The Johns Hopkins Gazette: November 10, 1997
Nov. 10, 1997
VOL. 27, NO. 11

  

Hopkins Hits Cyberspace With New Health Sites

Gazette Staff Report
Johns Hopkins Gazette Online Edition

Is it real or is it Internet?

The fact that anyone can throw anything up on the great cyber bulletin board is both its strength and its vulnerability. Lies and rumors bump elbows with facts every day, and are easily mistaken for each other.

Peer review it is not.

Now Johns Hopkins is expanding its role in cyberspace by adding its expertise and credibility to a health information company available through a growing number of on-line computer services. InteliHealth--a joint venture between Johns Hopkins University and Health System and Aetna U.S. Healthcare that was founded early last year--is now available on America Online (AOL) and on a free-standing World Wide Web site ( www.intelihealth.com). The service is described by AOL as an anchor tenant for its Health Channel, where subscribers can tap into a growing body of health and medical information bearing the Hopkins imprimatur.

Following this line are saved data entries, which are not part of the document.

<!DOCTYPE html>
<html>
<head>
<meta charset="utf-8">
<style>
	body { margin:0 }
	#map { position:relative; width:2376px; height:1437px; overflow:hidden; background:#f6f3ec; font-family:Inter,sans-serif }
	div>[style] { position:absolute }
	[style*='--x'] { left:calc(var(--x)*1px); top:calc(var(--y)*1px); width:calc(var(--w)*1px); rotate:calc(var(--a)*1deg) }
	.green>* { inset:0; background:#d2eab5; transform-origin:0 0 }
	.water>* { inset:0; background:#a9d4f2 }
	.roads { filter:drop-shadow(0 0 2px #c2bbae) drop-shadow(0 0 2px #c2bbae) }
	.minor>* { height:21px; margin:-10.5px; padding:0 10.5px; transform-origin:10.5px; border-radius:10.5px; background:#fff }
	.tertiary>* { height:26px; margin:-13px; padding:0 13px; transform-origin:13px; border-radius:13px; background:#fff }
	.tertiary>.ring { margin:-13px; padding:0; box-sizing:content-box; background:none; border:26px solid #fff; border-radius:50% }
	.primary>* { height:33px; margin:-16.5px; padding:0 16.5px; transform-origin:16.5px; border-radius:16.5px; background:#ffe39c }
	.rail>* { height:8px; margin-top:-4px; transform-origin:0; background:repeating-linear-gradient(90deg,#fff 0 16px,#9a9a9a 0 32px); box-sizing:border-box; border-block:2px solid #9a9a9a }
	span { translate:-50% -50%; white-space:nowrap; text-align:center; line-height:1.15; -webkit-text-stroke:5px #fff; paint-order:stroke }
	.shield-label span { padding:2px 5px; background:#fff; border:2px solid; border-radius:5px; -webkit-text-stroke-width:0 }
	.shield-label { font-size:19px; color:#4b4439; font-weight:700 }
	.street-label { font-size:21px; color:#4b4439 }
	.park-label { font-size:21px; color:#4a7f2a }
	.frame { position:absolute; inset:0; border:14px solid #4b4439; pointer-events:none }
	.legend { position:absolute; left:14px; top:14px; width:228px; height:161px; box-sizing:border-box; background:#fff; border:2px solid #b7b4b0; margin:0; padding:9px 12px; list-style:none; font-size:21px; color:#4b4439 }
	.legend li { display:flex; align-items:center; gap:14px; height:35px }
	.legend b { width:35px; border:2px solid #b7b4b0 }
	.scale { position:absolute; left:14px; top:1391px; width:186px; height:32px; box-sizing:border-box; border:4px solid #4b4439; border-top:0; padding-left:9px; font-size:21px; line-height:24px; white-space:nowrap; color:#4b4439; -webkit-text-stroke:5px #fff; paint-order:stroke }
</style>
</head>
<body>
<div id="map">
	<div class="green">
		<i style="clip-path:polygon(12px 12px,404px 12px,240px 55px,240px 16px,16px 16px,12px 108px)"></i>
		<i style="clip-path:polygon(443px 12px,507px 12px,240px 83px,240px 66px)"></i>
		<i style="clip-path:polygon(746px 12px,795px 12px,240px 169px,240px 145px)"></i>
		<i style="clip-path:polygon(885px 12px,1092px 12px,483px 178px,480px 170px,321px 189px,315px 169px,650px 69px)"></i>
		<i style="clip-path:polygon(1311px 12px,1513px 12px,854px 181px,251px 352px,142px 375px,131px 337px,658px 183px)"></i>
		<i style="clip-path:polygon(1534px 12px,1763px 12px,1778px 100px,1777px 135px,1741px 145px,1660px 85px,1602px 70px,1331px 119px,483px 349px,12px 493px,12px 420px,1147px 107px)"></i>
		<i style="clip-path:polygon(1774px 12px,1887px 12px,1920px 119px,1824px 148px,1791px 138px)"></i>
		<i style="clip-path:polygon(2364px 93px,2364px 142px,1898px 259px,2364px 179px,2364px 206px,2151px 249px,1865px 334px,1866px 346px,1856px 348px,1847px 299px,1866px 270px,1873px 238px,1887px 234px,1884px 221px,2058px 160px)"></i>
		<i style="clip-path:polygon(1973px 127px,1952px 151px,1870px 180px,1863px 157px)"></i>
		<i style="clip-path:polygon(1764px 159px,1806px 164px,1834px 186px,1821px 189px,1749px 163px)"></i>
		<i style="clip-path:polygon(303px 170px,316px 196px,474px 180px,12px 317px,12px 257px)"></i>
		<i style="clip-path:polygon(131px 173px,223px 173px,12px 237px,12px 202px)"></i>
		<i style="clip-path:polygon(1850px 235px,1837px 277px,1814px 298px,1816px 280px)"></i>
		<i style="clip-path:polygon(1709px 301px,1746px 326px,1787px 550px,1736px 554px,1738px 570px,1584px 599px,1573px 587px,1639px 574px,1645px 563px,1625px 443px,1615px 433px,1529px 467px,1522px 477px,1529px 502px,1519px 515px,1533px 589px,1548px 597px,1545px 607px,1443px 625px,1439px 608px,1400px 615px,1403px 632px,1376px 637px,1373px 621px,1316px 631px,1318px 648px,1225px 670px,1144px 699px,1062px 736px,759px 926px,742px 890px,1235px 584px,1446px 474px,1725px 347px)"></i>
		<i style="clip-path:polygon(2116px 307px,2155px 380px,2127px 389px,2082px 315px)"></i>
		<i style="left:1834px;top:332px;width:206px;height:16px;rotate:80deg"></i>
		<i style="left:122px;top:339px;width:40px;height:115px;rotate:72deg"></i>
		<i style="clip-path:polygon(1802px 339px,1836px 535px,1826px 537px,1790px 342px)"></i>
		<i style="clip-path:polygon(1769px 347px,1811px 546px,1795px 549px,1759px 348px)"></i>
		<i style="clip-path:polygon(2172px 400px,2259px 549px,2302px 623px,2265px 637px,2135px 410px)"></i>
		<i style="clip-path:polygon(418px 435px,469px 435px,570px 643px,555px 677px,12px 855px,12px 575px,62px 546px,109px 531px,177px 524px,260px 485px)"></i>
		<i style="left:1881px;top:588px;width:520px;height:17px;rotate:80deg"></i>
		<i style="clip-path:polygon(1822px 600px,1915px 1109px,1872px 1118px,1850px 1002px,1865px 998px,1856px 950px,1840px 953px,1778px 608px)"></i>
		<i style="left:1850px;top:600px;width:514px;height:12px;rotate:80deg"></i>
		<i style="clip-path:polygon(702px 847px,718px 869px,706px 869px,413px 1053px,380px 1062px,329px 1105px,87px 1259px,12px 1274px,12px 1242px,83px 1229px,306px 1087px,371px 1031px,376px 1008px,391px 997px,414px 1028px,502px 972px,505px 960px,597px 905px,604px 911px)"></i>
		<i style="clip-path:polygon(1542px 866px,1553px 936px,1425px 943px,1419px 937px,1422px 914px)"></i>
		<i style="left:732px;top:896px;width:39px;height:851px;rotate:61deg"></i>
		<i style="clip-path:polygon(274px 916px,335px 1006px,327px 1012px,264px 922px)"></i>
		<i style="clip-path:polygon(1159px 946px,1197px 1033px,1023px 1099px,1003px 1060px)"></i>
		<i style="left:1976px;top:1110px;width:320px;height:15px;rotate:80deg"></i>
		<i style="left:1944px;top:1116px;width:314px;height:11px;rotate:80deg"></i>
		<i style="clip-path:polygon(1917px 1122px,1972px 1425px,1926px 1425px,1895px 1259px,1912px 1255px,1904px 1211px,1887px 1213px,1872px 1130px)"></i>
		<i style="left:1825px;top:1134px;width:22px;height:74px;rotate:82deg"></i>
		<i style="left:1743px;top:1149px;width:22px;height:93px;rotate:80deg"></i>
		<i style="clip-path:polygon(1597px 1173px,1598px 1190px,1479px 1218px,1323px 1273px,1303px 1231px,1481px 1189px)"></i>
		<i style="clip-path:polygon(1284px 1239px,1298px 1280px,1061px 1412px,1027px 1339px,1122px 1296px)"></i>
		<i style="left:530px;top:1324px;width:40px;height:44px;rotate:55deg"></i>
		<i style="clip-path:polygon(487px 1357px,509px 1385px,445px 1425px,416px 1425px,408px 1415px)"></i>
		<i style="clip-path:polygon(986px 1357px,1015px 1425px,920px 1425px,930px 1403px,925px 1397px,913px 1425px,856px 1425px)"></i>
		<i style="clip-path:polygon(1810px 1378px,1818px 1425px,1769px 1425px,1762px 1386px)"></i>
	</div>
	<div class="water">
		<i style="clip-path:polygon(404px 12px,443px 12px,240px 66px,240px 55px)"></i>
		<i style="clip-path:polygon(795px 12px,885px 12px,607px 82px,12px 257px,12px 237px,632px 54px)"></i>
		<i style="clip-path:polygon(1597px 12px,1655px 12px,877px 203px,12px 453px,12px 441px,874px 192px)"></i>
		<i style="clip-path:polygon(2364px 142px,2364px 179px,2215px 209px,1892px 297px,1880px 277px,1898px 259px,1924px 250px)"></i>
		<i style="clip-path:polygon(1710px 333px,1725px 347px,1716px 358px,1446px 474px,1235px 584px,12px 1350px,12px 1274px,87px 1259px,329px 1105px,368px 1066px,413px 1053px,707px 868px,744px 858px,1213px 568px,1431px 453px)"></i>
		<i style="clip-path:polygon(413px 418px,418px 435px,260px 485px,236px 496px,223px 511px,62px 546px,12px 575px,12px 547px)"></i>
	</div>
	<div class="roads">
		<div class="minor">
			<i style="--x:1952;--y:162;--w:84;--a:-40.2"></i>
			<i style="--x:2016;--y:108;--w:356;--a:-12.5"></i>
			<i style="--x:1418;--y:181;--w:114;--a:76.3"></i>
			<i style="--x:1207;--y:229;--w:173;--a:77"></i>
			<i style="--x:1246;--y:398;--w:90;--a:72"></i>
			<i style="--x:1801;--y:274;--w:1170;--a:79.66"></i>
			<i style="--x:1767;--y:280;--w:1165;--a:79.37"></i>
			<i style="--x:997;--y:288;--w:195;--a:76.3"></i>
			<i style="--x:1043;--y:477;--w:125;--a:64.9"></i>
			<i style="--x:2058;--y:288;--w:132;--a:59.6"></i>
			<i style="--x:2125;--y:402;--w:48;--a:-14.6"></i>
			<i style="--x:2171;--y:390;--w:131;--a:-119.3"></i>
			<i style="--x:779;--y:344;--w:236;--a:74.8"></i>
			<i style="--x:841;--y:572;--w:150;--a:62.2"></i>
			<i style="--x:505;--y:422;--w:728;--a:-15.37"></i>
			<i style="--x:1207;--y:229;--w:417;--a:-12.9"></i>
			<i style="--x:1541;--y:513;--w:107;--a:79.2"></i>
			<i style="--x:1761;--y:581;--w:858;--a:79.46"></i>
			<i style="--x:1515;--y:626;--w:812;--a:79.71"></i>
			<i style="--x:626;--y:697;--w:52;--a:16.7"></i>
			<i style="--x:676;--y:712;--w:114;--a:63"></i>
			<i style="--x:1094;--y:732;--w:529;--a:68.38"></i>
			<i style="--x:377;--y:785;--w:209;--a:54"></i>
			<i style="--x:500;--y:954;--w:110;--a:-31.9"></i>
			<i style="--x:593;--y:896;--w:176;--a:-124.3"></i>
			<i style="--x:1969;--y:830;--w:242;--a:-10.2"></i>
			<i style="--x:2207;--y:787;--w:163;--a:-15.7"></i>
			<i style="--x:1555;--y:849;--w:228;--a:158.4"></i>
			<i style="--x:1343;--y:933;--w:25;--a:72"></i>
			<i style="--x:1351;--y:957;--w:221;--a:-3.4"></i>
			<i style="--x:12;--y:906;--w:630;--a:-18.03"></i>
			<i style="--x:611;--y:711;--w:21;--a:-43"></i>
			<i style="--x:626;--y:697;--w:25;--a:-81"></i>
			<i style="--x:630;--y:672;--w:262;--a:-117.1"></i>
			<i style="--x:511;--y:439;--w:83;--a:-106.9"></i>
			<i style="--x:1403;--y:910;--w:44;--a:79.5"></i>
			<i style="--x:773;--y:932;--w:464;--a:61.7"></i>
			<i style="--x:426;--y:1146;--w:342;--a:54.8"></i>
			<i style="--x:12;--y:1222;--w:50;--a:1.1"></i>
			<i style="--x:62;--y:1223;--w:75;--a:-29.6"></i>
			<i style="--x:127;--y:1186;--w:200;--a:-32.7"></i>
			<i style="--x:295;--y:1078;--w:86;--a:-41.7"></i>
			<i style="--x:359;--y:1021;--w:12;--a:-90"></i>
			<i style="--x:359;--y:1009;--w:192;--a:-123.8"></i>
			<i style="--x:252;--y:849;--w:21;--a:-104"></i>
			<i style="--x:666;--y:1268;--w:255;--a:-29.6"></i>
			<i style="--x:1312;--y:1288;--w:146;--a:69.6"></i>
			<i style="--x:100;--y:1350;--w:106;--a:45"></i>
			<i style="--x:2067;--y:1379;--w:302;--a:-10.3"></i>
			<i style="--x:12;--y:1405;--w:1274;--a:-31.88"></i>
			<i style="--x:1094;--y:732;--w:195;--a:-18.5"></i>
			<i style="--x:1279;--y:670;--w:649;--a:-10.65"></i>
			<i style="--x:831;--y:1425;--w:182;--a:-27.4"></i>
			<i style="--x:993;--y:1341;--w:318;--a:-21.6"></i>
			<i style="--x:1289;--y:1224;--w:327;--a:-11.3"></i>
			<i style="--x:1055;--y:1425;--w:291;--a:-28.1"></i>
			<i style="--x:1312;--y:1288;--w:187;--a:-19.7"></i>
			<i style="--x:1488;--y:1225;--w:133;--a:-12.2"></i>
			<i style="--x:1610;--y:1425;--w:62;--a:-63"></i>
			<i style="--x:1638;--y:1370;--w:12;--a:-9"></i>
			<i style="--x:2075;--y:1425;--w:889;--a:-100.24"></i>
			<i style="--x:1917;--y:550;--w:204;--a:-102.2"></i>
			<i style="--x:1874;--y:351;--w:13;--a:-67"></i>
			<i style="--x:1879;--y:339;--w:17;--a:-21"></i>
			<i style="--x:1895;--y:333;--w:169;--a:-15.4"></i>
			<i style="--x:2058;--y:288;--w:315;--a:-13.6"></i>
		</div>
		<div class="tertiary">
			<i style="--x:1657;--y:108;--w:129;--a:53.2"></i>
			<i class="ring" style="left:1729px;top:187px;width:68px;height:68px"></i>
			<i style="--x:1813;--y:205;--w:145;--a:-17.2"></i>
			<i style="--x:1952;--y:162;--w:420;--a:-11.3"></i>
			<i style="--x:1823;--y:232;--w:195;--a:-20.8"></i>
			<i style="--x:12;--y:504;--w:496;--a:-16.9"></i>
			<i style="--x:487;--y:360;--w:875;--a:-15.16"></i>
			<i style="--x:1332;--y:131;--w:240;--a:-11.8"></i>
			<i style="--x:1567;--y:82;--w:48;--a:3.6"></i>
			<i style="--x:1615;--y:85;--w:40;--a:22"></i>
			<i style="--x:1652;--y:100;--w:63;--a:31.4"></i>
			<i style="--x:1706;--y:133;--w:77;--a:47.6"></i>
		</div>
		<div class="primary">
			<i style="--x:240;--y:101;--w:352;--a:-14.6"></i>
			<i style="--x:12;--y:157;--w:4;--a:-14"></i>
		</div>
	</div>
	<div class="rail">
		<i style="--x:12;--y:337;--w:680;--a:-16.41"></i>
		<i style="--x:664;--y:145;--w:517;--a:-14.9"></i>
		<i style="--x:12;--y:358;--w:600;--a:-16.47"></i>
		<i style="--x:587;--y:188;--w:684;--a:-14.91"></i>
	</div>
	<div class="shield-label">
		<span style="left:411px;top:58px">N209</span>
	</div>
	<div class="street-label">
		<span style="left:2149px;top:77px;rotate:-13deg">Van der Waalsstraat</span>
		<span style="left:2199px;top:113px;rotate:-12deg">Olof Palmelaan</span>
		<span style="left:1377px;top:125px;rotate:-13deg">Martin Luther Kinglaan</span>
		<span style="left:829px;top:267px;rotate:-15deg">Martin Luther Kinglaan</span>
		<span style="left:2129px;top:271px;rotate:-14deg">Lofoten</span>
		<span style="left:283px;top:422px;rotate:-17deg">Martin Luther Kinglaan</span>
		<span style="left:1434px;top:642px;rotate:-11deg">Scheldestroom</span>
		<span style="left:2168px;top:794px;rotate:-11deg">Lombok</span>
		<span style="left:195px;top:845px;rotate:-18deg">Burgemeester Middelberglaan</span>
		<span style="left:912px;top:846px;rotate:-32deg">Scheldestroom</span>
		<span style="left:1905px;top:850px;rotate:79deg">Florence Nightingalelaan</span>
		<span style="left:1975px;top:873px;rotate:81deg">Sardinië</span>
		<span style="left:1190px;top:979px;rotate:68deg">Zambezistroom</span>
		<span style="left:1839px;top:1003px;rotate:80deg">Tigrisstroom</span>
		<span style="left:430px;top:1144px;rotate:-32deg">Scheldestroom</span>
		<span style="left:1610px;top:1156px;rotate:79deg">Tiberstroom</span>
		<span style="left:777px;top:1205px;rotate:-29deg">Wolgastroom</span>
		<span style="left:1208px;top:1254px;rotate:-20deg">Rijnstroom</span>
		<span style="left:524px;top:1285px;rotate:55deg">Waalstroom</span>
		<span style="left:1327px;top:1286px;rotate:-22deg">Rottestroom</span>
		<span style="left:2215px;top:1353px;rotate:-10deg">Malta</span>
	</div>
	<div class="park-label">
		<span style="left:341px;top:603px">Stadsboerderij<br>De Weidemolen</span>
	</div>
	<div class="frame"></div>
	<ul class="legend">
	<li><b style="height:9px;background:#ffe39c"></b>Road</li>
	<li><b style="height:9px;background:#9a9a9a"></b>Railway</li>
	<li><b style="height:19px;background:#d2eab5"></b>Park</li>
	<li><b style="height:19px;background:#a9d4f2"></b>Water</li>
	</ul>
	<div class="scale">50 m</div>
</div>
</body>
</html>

"For anyone who's tried to hack through the jungle of no-name health sites on the Internet, there is an obvious need for clear, accessible information from a trustworthy source," says Ron Sauder, director of the Johns Hopkins Office of Consumer Health Information. "That's the need we're in business to meet."

Sauder's office--along with a large cadre of faculty contributors and the East Baltimore public affairs offices--is producing more than a dozen original news items per week on subjects ranging from genetic testing to healthy diets. In formats that include an "Ask-the-Doc" electronic column and Q&A-style news commentaries, Hopkins experts answer questions and explain the latest research findings in language understandable by laypeople.

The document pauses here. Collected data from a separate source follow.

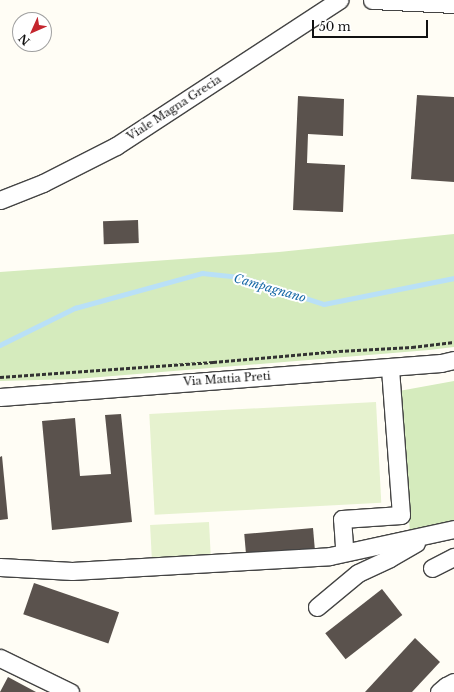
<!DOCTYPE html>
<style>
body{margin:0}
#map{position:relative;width:454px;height:692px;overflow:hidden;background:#fffdf5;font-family:"Libre Baskerville",serif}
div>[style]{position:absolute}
.green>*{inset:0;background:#d5ebbd}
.pitch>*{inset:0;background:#e6f2cf;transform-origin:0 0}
.stream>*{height:4.5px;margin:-2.25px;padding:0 2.25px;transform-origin:2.25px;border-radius:2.25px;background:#b9e0f7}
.building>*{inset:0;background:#5a524d;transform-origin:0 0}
.path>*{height:2.5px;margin-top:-1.25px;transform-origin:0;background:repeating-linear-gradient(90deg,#333 0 4px,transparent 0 6px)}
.roads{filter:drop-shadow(1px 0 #444) drop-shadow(-1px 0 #444) drop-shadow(0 1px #444) drop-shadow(0 -1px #444)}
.minor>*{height:17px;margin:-8.5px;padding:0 8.5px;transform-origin:8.5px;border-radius:8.5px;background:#fff}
span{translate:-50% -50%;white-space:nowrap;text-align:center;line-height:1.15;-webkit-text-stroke:4px #fff;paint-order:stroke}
.street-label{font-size:11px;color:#111}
.water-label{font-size:12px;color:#1768a6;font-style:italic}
.north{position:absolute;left:12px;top:12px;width:40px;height:40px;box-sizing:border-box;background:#fff;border:1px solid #a0a0a0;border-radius:50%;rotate:225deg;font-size:11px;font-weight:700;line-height:16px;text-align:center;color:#111}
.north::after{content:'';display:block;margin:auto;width:14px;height:18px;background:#c4262e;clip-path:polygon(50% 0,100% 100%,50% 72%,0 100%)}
.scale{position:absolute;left:312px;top:20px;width:116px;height:18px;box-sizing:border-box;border:2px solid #111;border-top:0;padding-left:5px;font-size:12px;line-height:14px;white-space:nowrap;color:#111;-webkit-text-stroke:3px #fff;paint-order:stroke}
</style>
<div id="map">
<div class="green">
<i style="clip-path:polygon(454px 234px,454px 347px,429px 350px,76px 379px,0 381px,0 272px,279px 252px)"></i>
<i style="clip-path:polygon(454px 381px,454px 522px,410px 533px,399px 391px)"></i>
</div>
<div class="pitch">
<i style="left:376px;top:402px;width:101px;height:227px;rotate:87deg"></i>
<i style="left:209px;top:522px;width:36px;height:59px;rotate:87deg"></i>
</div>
<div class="stream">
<i style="left:0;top:345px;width:84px;rotate:-26.3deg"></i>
<i style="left:75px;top:308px;width:132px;rotate:-15.4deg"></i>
<i style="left:202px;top:273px;width:39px;rotate:6deg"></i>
<i style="left:241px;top:277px;width:87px;rotate:18deg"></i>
<i style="left:324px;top:304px;width:133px;rotate:-11.3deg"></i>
</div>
<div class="building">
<i style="clip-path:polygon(417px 95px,454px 97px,454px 182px,411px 179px)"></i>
<i style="clip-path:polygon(298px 96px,344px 99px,343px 136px,308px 134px,307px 163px,345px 165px,343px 212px,293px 210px)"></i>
<i style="left:138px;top:220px;width:23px;height:35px;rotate:88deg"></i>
<i style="clip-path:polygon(121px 414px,132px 522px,52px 530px,42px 421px,75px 418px,80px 476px,111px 474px,105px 415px)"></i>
<i style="clip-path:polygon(2px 456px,8px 519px,0 520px,0 457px)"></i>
<i style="left:313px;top:528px;width:24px;height:69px;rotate:85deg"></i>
<i style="left:34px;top:583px;width:90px;height:33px;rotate:19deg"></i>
<i style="left:382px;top:589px;width:33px;height:72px;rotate:52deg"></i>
<i style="clip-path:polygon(415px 638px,440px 662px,412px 692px,365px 692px)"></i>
<i style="clip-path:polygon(8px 677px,36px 692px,0 692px)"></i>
</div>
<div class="path">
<i style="left:0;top:377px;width:214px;rotate:-4deg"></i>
<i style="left:213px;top:362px;width:126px;rotate:-5deg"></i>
<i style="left:339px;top:351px;width:73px;rotate:-3.1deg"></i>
<i style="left:412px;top:347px;width:42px;rotate:-6.8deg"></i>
</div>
<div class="roads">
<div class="minor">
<i style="left:372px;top:0;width:82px;rotate:2.8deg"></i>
<i style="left:0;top:200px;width:46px;rotate:-21.6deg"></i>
<i style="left:43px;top:183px;width:82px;rotate:-26.9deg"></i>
<i style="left:116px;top:146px;width:267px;rotate:-33.2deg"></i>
<i style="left:0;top:397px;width:442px;rotate:-4.4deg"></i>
<i style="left:441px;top:363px;width:13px;rotate:-13deg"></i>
<i style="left:344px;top:546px;width:27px;rotate:-94deg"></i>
<i style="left:342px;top:519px;width:59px;rotate:-3.9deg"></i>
<i style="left:401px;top:515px;width:148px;rotate:-94.3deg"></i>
<i style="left:0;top:567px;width:72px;rotate:3.2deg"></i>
<i style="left:72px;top:571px;width:258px;rotate:-3.3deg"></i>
<i style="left:330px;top:556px;width:127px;rotate:-12.3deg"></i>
<i style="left:432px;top:568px;width:25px;rotate:-27deg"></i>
<i style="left:317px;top:607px;width:53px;rotate:-39.7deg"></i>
<i style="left:358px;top:573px;width:35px;rotate:-25deg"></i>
<i style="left:390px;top:558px;width:30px;rotate:-30deg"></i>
<i style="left:0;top:658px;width:78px;rotate:25.9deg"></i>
<i style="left:439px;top:692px;width:9px;rotate:-41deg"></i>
<i style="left:446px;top:686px;width:9px;rotate:-27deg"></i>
</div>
</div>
<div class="street-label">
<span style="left:174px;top:108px;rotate:-33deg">Viale Magna Grecia</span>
<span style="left:227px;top:379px;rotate:-4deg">Via Mattia Preti</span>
</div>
<div class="water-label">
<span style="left:270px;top:288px;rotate:16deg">Campagnano</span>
</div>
<div class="north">N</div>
<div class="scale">50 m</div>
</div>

Now, AOL's Health Channel (keyword: InteliHealth) offers its 9 million subscribers a springboard into the Hopkins/InteliHealth on-line resources. The affiliation with AOL, says Sauder, is crucial in establishing Johns Hopkins and InteliHealth as touchstones for consumer health on the Web. "America Online is the biggest Internet service in the country--accounting for up to half of all Web traffic, according to some reports--and Hopkins has to be there."

Since the late 1980s, Johns Hopkins has been a leader in the sale of printed consumer health information, most prominently through the Johns Hopkins Health After 50 newsletter, which reaches more than 500,000 subscribers nationwide. Several years ago, Hopkins was looking for the right partner to support its entrance to the electronic publishing arena. At the same time, Hopkins officials learned that U.S. Healthcare (now part of Aetna Inc.) was considering a start-up company in the consumer health information field. Hopkins and U.S. Healthcare launched the joint venture, with the managed care company contributing the start-up funding and Hopkins the editorial content and faculty expertise.

Sauder declines to disclose exact financial arrangements with Aetna but says that Hopkins is paid royalties from InteliHealth sales. In addition, the university and its faculty are paid for their editorial services. Hopkins also holds a minority equity share in the InteliHealth venture.

InteliHealth is pursuing a number of other projects in addition to AOL, since the same material in the underlying health database can be published and distributed in a variety of ways. The nation's second-leading on-line service, CompuServe (which was recently acquired by AOL, but is operated separately), also has an area featuring Hopkins health news (GO:HOPKINS).

Still another outlet is the PointCast Network ( www.pointcast.com), which functions as a kind of Web-based clipping service, routing items of interest to individual subscribers. Sauder likens PointCast to a news channel, while AOL is more like a library with community bulletin boards, where users can exchange comments with each other and ask questions of Hopkins professionals.

Recently, InteliHealth, Perot Systems and PointCast launched the InteliHealth Professional Network for professionals in the field, with specialized information for everyone from physicians and nurses to pharmaceutical executives and benefits managers.

Coming soon this fall, InteliHealth will introduce its newest offering, a Web-based newsletter, the Johns Hopkins Health Insider, edited by a faculty team headed by David M. Paige, a professor in the School of Public Health, and associate editors David B. Hellmann, professor of medicine, and Ada R. Davis, associate professor of nursing.

And work continues on the underlying information "backbone" of the InteliHealth Web site, a series of in-depth, consumer-friendly chapters on topics ranging from pregnancy and childbirth to asthma and allergy. More than 200,000 words of original material have been posted in the Johns Hopkins Health Library, a figure that's expected to be matched annually. Many other projects are in the offing as well.